Indomitable Iron Man: This is one of two $3.99, four-story anthologies Marvel is putting out this week, although it doesn't appear to have the holiday tie-in of Marvel Heartbreakers - and believe me, I've been trying to think up a Groundhog Day joke for hours. It instead appears to be a throwback to the b&w Marvel magazines of yore, albeit in typical Marvel comic book size and almost certainly without the gratuitous nudity (otherwise they'd be charging more). The highlight will probably be whatever writer/artist Howard Chaykin comes up with, in that he knows the terrain damn well. Preview.

Dominic Fortune: It Can Happen Here and Now: And just to mark the occasion, Marvel is also releasing this $19.99 softcover devoted to Chaykin's swashbuckling rogue-for-hire, including an actual b&w piece of the type, from 1975's Marvel Preview #2, plus 1980's patchy color Fortune tale from Marvel Premiere #56 -- plotted by Chaykin & Len Wein, scripted by David Michelinie, laid out by Chaykin and finished by Terry Austin -- along with Chaykin's very fine 2009 MAX miniseries and a Dean Motter/Greg Scott story originally published as an online serial.
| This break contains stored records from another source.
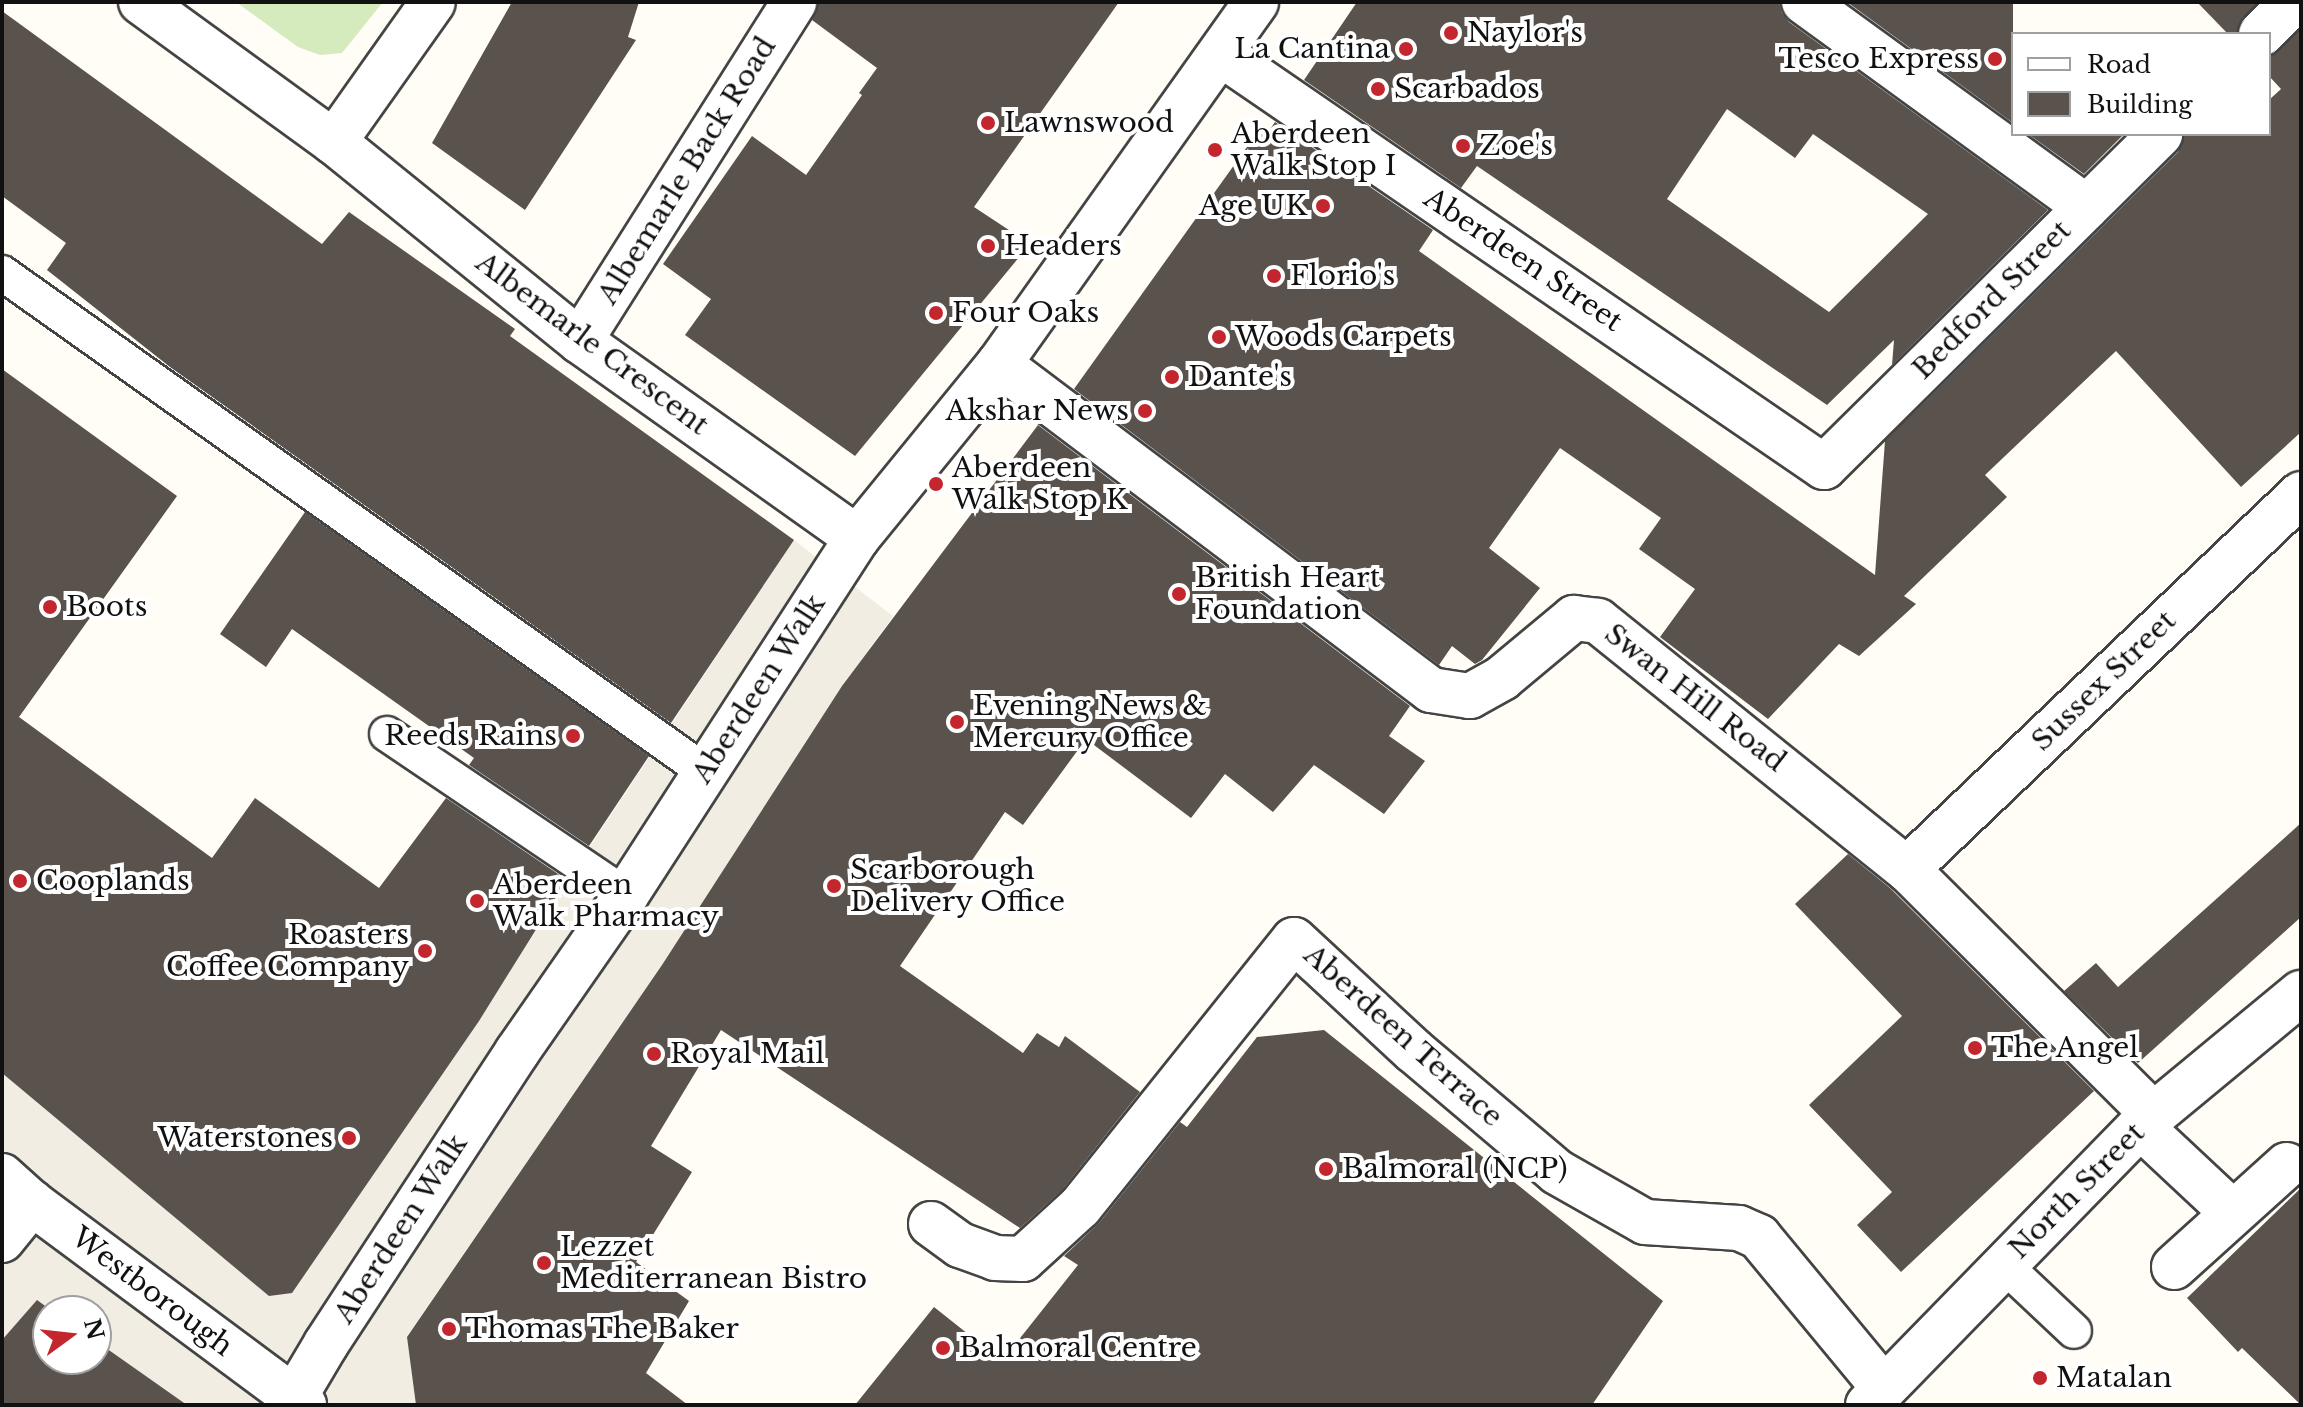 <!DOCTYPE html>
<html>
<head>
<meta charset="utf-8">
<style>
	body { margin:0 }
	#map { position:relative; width:2303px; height:1407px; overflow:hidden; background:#fffdf5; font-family:"Libre Baskerville",serif }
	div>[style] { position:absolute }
	.green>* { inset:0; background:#d5ebbd }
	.plaza>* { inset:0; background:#f1ede2 }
	.building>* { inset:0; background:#5a524d }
	.roads { filter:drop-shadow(2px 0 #444) drop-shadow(-2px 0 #444) drop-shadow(0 2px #444) drop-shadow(0 -2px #444) }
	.service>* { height:34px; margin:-17px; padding:0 17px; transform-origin:17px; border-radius:17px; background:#fff }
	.pedestrian>* { height:44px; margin:-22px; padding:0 22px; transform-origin:22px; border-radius:22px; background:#fff }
	.minor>* { height:44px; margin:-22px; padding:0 22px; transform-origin:22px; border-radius:22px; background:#fff }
	.dots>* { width:22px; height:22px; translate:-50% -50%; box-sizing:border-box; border:4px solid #fff; border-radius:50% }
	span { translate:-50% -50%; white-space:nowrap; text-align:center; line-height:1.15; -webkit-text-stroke:8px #fff; paint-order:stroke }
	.poi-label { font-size:28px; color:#111 }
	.left { translate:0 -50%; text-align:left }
	.right { translate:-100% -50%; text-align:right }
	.street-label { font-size:28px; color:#111 }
	.frame { position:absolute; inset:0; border:4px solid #111; pointer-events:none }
	.legend { position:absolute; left:2011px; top:32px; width:260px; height:104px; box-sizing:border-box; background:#fff; border:2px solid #a0a0a0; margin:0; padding:10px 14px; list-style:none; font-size:24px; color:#111 }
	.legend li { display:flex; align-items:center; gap:16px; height:40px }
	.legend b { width:40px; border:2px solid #a0a0a0 }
	.north { position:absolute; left:32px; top:1295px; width:80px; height:80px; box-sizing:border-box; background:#fff; border:2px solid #a0a0a0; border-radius:50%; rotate:75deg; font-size:22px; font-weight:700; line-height:32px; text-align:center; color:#111 }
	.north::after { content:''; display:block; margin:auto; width:28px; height:36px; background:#c4262e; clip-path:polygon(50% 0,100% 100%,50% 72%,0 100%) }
</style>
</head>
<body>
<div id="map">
	<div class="green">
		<div style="clip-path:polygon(236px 2px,383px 2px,342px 53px,320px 55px,298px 47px)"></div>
	</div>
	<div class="plaza">
		<div style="clip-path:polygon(794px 540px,893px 616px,839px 691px,655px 976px,407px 1336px,416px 1405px,187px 1405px,96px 1341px,96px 1311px,52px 1311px,37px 1301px,2px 1340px,2px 1073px,269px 1295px,479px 1020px,595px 839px)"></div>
	</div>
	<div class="building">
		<div style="clip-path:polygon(512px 2px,639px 2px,628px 37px,636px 40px,525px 210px,432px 143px)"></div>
		<div style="clip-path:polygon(819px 2px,1119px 2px,974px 207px,1030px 244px,855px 456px,685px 335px,711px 299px,663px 264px,752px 136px,806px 175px,862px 95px,859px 93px,877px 68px,812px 20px)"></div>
		<div style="clip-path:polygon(evenodd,1357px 2px,1779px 2px,1782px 13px,1789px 22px,2048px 210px,1892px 365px,1894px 340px,1827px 405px,1477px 166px,1461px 188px,1304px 80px,1357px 2px,1727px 109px,1795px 158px,1813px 134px,1928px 214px,1829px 312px,1667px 199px,1727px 109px)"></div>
		<div style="clip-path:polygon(1847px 2px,2013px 2px,2013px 123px)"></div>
		<div style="clip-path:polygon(2197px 2px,2258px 2px,2243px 17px,2237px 34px,2228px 34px)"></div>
		<div style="clip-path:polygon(2px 11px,322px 244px,349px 212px,515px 329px,510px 336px,794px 540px,671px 723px,170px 367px,47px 270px,66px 243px,2px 196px)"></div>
		<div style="clip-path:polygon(2301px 29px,2301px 432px,2241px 487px,2116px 351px,1985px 475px,2007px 497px,1904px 596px,1916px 604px,1859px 656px,1839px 644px,1768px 719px,1660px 637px,1695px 589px,1639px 549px,1661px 518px,1560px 448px,1489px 548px,1540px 588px,1482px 660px,1475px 664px,1452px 646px,1439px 665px,1074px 389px,1262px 126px,1269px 131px,1275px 122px,1433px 230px,1419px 251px,1875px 575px,1885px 441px,2178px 152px,2184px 134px,2269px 134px,2269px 100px,2281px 89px,2269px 76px,2269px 57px)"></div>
		<div style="clip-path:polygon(2028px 134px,2124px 134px,2084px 174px)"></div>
		<div style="clip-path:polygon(2px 369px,177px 496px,19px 717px,212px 858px,255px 798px,379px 888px,446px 798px,567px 880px,479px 1021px,292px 1293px,269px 1296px,2px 1073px)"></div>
		<div style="clip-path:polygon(1038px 425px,1410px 706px,1389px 736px,1425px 761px,1384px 814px,1314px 765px,1273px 812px,1225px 774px,1191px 818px,1086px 739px,1023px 825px,1005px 812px,900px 966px,1023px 1053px,1037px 1033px,1059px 1047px,1065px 1036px,1140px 1092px,1062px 1190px,1020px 1228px,721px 1030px,651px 1146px,692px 1172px,636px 1262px,689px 1301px,646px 1373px,688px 1405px,416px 1405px,407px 1337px,662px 965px,842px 686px)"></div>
		<div style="clip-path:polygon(305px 512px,649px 756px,589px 846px,469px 765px,474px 758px,292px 629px,266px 667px,220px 634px)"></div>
		<div style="clip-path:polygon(2301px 823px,2301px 917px,2138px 1063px,2064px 991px,2096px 963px,2118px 987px)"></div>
		<div style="clip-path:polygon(1848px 854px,1890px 888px,2094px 1091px,1901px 1272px,1857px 1225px,1892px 1192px,1809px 1105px,1902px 1016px,1795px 904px)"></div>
		<div style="clip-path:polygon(1324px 1030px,1663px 1301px,1592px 1405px,855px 1405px,934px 1307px,1002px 1361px,1078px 1265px,1064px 1256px,1099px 1223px,1180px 1122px,1187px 1127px,1257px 1037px)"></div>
		<div style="clip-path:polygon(2301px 1188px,2301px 1405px,2242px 1348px,2238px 1352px,2187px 1298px)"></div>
		<div style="clip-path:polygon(37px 1300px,52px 1311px,48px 1311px,48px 1359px,96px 1359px,96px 1341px,187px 1405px,2px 1405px,2px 1340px)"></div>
	</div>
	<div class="roads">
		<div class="service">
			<div style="left:2px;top:273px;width:861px;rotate:35.35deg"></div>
			<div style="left:387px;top:734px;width:288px;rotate:34deg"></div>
			<div style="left:2004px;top:1265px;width:96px;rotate:43.3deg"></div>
		</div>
		<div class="pedestrian">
			<div style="left:2px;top:1176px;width:40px;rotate:42deg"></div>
			<div style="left:32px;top:1203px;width:339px;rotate:36.6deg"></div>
			<div style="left:2px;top:1240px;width:48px;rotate:-51deg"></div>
			<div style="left:294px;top:1398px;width:63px;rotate:-59.3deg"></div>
			<div style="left:326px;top:1344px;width:349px;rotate:-56.8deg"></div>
			<div style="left:517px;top:1052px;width:191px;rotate:-55.2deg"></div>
			<div style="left:626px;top:895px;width:425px;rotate:-57.1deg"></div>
		</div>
		<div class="minor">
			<div style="left:141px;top:2px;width:238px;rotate:36deg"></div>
			<div style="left:334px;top:142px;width:316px;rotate:39deg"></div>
			<div style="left:580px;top:341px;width:340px;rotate:35.4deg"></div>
			<div style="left:857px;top:538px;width:225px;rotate:-50.8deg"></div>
			<div style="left:999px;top:364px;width:444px;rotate:-54.6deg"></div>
			<div style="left:1804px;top:2px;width:349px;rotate:36deg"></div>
			<div style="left:2261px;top:34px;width:45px;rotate:-45deg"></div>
			<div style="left:1221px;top:54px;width:731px;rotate:34.41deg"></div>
			<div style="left:1824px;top:467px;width:473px;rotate:-44.7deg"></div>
			<div style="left:334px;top:142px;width:171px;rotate:-54.7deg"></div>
			<div style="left:580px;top:341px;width:401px;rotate:-57.7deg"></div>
			<div style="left:999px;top:364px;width:541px;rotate:37.04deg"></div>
			<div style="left:1431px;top:690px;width:39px;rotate:9deg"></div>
			<div style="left:1470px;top:696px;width:37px;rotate:-29deg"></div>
			<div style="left:1502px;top:678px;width:94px;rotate:-39.8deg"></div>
			<div style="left:1574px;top:618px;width:24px;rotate:7deg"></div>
			<div style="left:1598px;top:621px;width:396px;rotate:38.8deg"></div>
			<div style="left:1907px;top:869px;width:347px;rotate:44.9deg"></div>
			<div style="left:1907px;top:869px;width:544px;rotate:-43.58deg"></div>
			<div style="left:2140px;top:1126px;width:127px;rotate:43.1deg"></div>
			<div style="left:931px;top:1224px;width:36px;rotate:36deg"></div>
			<div style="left:960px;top:1245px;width:37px;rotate:20deg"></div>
			<div style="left:995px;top:1258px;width:28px;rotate:2deg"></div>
			<div style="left:1023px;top:1259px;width:77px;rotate:-42.4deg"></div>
			<div style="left:1080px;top:1207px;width:342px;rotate:-51.3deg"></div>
			<div style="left:1294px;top:940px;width:163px;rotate:42.8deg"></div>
			<div style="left:1414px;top:1051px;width:187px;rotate:40.2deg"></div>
			<div style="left:1557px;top:1172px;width:101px;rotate:29.6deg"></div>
			<div style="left:1645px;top:1222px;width:94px;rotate:3.7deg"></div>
			<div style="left:1739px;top:1228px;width:22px;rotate:24deg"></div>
			<div style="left:1759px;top:1237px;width:196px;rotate:50.4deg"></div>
			<div style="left:2174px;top:1267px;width:152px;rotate:-42.1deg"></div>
			<div style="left:1868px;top:1405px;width:390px;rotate:-45.7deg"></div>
			<div style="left:2140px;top:1126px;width:209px;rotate:-39.6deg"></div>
		</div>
	</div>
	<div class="dots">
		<div style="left:1451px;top:33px;background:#c4262e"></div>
		<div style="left:1406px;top:49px;background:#c4262e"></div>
		<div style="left:1995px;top:59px;background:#c4262e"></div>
		<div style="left:1378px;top:89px;background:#c4262e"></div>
		<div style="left:988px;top:123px;background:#c4262e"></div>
		<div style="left:1463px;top:146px;background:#c4262e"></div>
		<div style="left:1215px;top:150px;background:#c4262e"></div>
		<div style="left:1323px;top:206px;background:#c4262e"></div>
		<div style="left:988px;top:246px;background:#c4262e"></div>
		<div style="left:1274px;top:276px;background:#c4262e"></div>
		<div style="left:936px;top:313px;background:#c4262e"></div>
		<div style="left:1219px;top:337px;background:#c4262e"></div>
		<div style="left:1172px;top:377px;background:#c4262e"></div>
		<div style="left:1145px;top:411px;background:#c4262e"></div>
		<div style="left:936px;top:484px;background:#c4262e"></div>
		<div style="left:1179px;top:594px;background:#c4262e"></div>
		<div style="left:50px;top:607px;background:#c4262e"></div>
		<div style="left:957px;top:722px;background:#c4262e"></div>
		<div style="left:573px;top:736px;background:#c4262e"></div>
		<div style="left:20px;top:881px;background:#c4262e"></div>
		<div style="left:834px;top:886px;background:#c4262e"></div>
		<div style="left:477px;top:901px;background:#c4262e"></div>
		<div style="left:425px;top:951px;background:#c4262e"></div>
		<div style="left:1975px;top:1048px;background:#c4262e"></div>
		<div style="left:654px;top:1054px;background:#c4262e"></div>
		<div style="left:349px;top:1138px;background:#c4262e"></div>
		<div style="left:1326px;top:1169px;background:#c4262e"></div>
		<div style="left:544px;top:1263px;background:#c4262e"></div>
		<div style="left:449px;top:1329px;background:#c4262e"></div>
		<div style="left:943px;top:1348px;background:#c4262e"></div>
		<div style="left:2040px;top:1378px;background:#c4262e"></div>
	</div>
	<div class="poi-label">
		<span class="left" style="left:1467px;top:33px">Naylor's</span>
		<span class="right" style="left:1390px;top:49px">La Cantina</span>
		<span class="right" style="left:1979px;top:59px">Tesco Express</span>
		<span class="left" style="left:1394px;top:89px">Scarbados</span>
		<span class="left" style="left:1004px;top:123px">Lawnswood</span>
		<span class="left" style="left:1231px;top:150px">Aberdeen<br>Walk Stop I</span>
		<span class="left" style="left:1479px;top:146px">Zoe's</span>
		<span class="right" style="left:1307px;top:206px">Age UK</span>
		<span class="left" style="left:1004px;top:246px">Headers</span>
		<span class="left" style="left:1290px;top:276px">Florio's</span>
		<span class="left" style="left:952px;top:313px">Four Oaks</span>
		<span class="left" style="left:1235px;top:337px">Woods Carpets</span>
		<span class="left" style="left:1188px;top:377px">Dante's</span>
		<span class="right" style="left:1129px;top:411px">Akshar News</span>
		<span class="left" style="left:952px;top:484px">Aberdeen<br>Walk Stop K</span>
		<span class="left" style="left:1195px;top:594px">British Heart<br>Foundation</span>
		<span class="left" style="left:66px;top:607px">Boots</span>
		<span class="left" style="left:973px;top:722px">Evening News &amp;<br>Mercury Office</span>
		<span class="right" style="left:557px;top:736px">Reeds Rains</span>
		<span class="left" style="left:850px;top:886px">Scarborough<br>Delivery Office</span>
		<span class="left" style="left:36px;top:881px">Cooplands</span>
		<span class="left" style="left:493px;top:901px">Aberdeen<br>Walk Pharmacy</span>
		<span class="right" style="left:409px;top:951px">Roasters<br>Coffee Company</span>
		<span class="left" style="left:1991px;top:1048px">The Angel</span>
		<span class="left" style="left:670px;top:1054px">Royal Mail</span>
		<span class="right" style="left:333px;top:1138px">Waterstones</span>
		<span class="left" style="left:1342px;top:1169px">Balmoral (NCP)</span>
		<span class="left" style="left:560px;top:1263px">Lezzet<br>Mediterranean Bistro</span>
		<span class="left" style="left:465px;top:1329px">Thomas The Baker</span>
		<span class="left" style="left:959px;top:1348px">Balmoral Centre</span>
		<span class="left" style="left:2056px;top:1378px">Matalan</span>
	</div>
	<div class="street-label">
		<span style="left:687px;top:171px;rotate:-58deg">Albemarle Back Road</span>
		<span style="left:1523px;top:260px;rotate:34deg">Aberdeen Street</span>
		<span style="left:1992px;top:300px;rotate:-45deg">Bedford Street</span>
		<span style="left:592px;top:344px;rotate:37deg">Albemarle Crescent</span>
		<span style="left:2104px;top:681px;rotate:-44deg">Sussex Street</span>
		<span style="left:759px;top:689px;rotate:-57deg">Aberdeen Walk</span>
		<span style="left:1695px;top:698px;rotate:38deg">Swan Hill Road</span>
		<span style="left:1403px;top:1036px;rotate:42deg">Aberdeen Terrace</span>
		<span style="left:2077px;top:1191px;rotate:-45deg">North Street</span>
		<span style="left:401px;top:1229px;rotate:-57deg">Aberdeen Walk</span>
		<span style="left:152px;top:1292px;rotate:37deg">Westborough</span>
	</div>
	<div class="frame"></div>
	<ul class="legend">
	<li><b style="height:10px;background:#fff"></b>Road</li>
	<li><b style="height:22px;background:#5a524d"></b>Building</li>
	</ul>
	<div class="north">N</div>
</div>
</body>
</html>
Komiks: Comic Art in Russia: And finally, here's a really interesting-looking new study from José Alaniz of the University of Washington, Seattle, burrowing into a uniquely troubled comics tradition having "borne the brunt of ideological change--thriving in summers of relative freedom, freezing in hard winters of official disdain." It nonetheless endures. From the University Press of Mississippi; 288 pages for $38.00.